=== Task objective ===
The answer is every line of the records that holds the word "Lilavois", copied in full.

Top of Data extracts

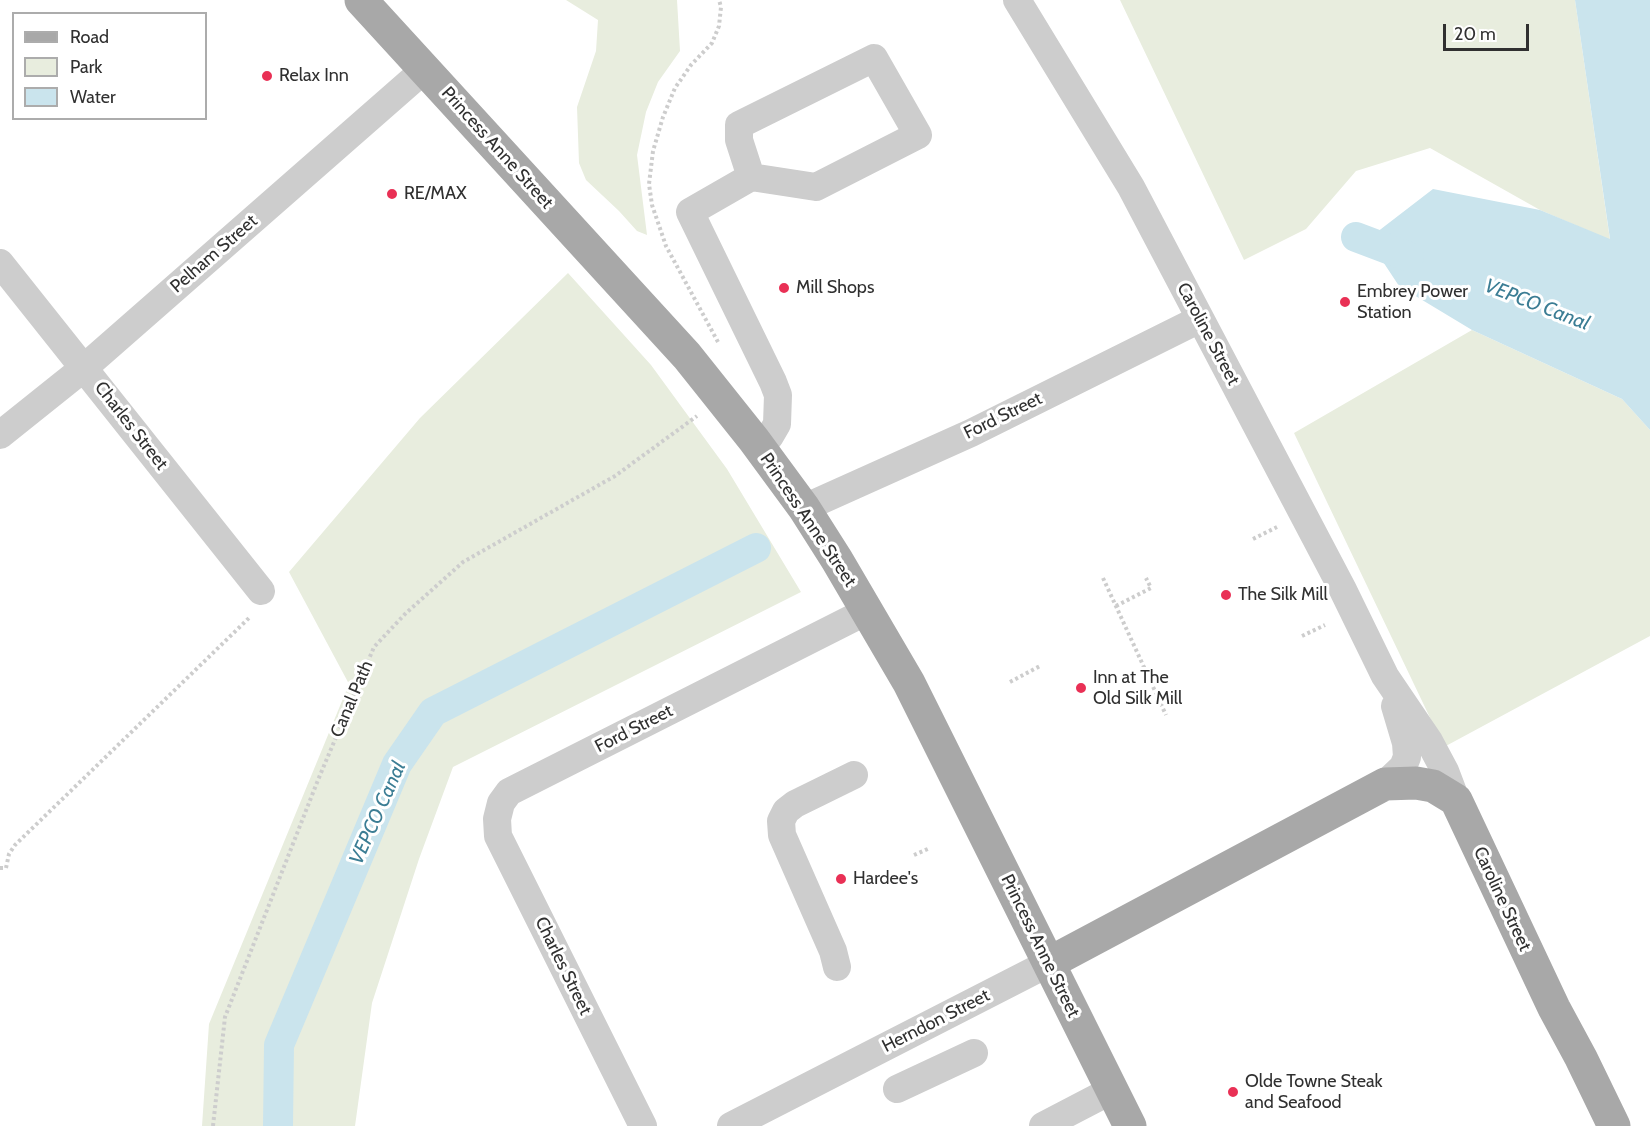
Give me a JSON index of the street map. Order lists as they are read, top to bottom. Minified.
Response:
{"streets":{"main road":["Princess Anne Street","Caroline Street","Herndon Street"],"street":["Pelham Street","Ford Street","Charles Street"],"path":["Canal Path"]},"crossings":[["Princess Anne Street","Pelham Street"],["Princess Anne Street","Ford Street"],["Princess Anne Street","Herndon Street"],["Pelham Street","Charles Street"],["Caroline Street","Ford Street"],["Caroline Street","Herndon Street"],["Ford Street","Charles Street"]],"water":["VEPCO Canal"],"places":["Relax Inn","RE/MAX","Mill Shops","Embrey Power Station","The Silk Mill","Inn at The Old Silk Mill","Hardee's","Olde Towne Steak and Seafood"],"legend":["Road","Park","Water"],"scale_bar":"20 m"}
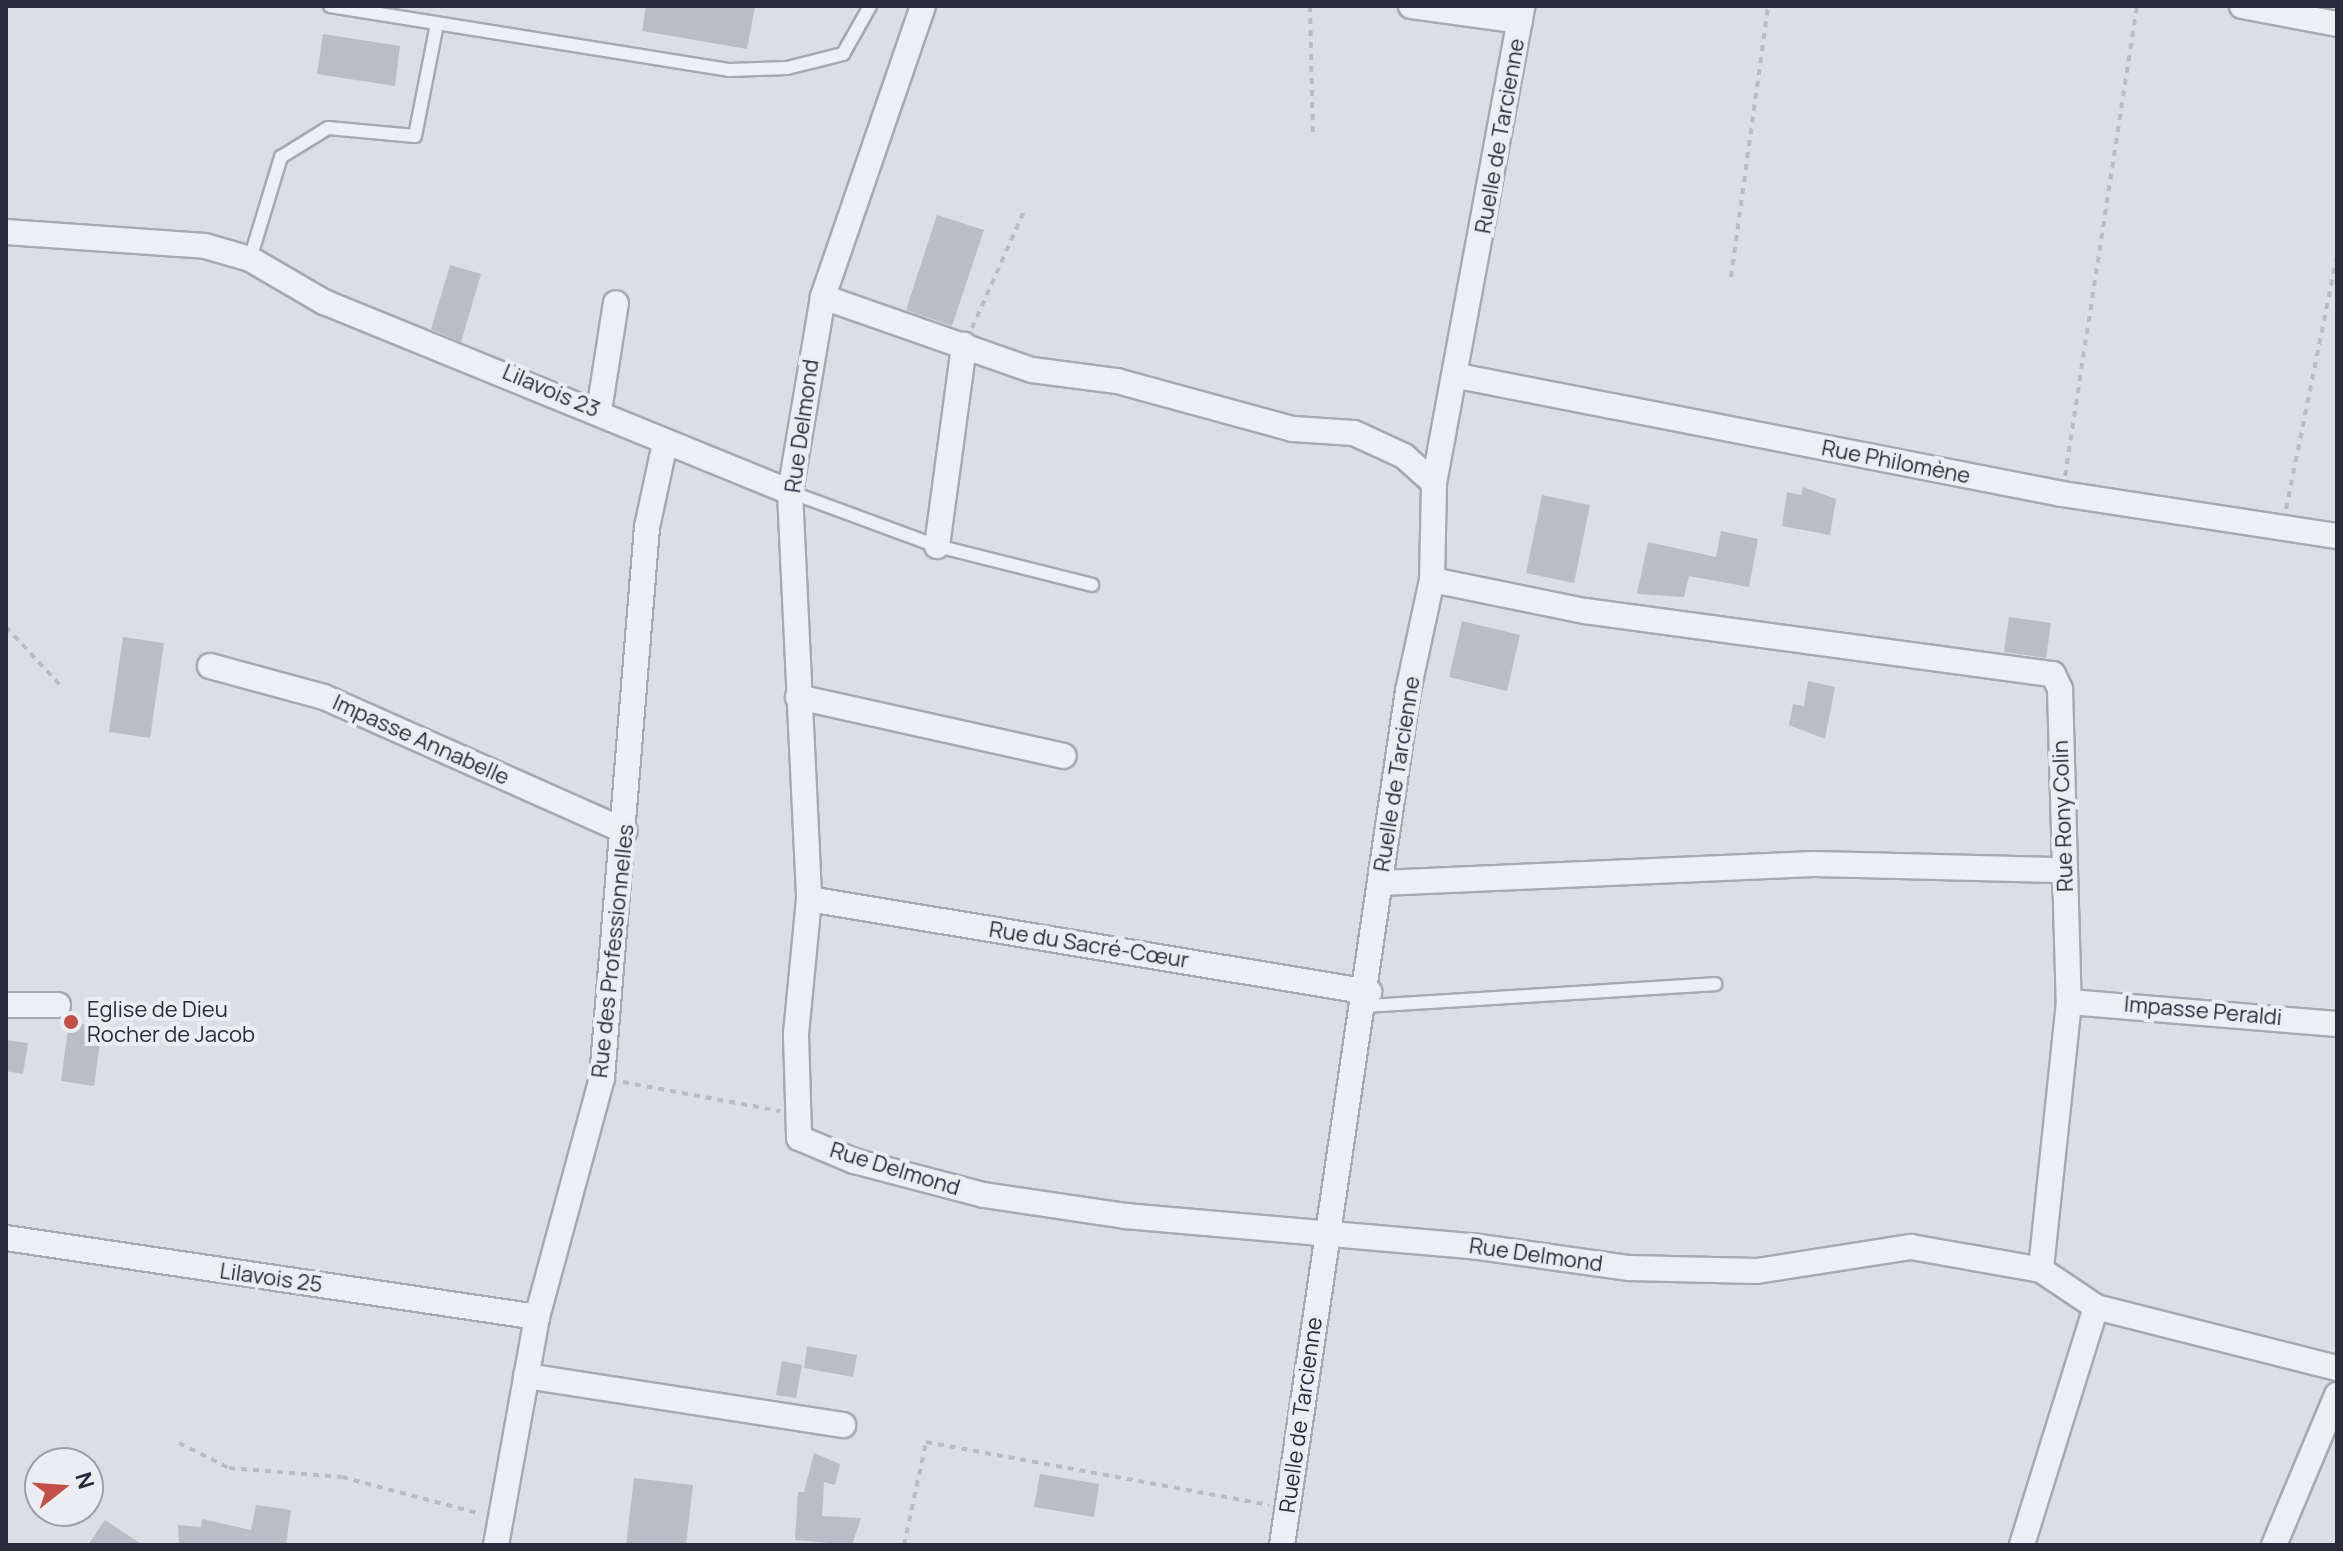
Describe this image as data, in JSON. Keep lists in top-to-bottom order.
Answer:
{
  "streets": {
    "street": [
      "Ruelle de Tarcienne",
      "Lilavois 23",
      "Rue Delmond",
      "Rue Philomène",
      "Impasse Annabelle",
      "Rue Rony Colin",
      "Rue du Sacré-Cœur",
      "Rue des Professionnelles",
      "Impasse Peraldi",
      "Lilavois 25"
    ]
  },
  "crossings": [
    ["Ruelle de Tarcienne", "Rue Delmond"],
    ["Ruelle de Tarcienne", "Rue Philomène"],
    ["Ruelle de Tarcienne", "Rue Rony Colin"],
    ["Ruelle de Tarcienne", "Rue du Sacré-Cœur"],
    ["Lilavois 23", "Rue Delmond"],
    ["Lilavois 23", "Rue des Professionnelles"],
    ["Rue Delmond", "Rue Rony Colin"],
    ["Rue Delmond", "Rue du Sacré-Cœur"],
    ["Impasse Annabelle", "Rue des Professionnelles"],
    ["Rue Rony Colin", "Impasse Peraldi"],
    ["Rue des Professionnelles", "Lilavois 25"]
  ],
  "places": ["Eglise de Dieu Rocher de Jacob"],
  "north": "right"
}
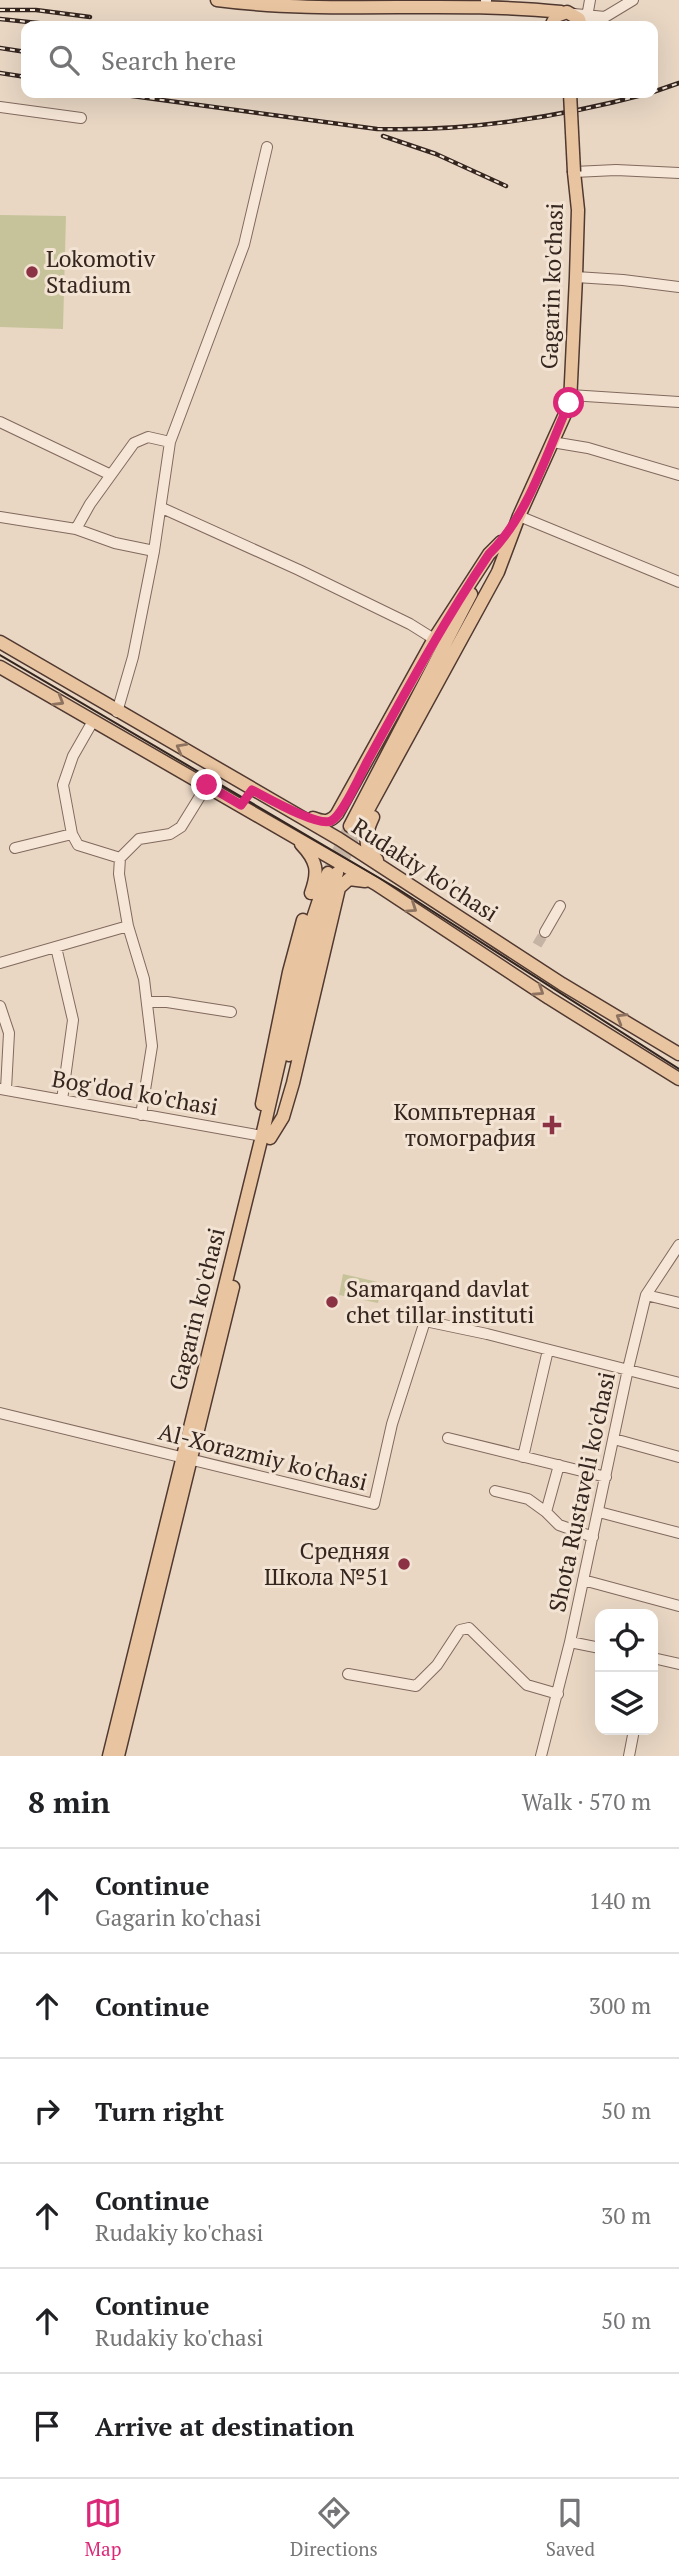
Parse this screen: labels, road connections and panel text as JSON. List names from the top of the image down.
{
  "streets": {
    "main road": ["Gagarin ko'chasi", "Rudakiy ko'chasi"],
    "street": ["Bog'dod ko'chasi", "Al-Xorazmiy ko'chasi", "Shota Rustaveli ko'chasi"]
  },
  "crossings": [
    ["Gagarin ko'chasi", "Bog'dod ko'chasi"],
    ["Gagarin ko'chasi", "Al-Xorazmiy ko'chasi"],
    ["Al-Xorazmiy ko'chasi", "Shota Rustaveli ko'chasi"]
  ],
  "places": {
    "other": ["Lokomotiv Stadium", "Samarqand davlat chet tillar instituti", "Средняя Школа №51"],
    "health": ["Компьтерная томография"]
  },
  "page": {
    "search": "Search here",
    "heading": ["8 min", "Walk · 570 m"],
    "list": [
      ["Continue", "Gagarin ko'chasi", "140 m"],
      ["Continue", "300 m"],
      ["Turn right", "50 m"],
      ["Continue", "Rudakiy ko'chasi", "30 m"],
      ["Continue", "Rudakiy ko'chasi", "50 m"],
      "Arrive at destination"
    ],
    "nav": ["Map", "Directions", "Saved"]
  }
}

Bottom of Data extracts

=== Exercise output ===
      "Lilavois 23",
      "Lilavois 25"
    ["Lilavois 23", "Rue Delmond"],
    ["Lilavois 23", "Rue des Professionnelles"],
    ["Rue des Professionnelles", "Lilavois 25"]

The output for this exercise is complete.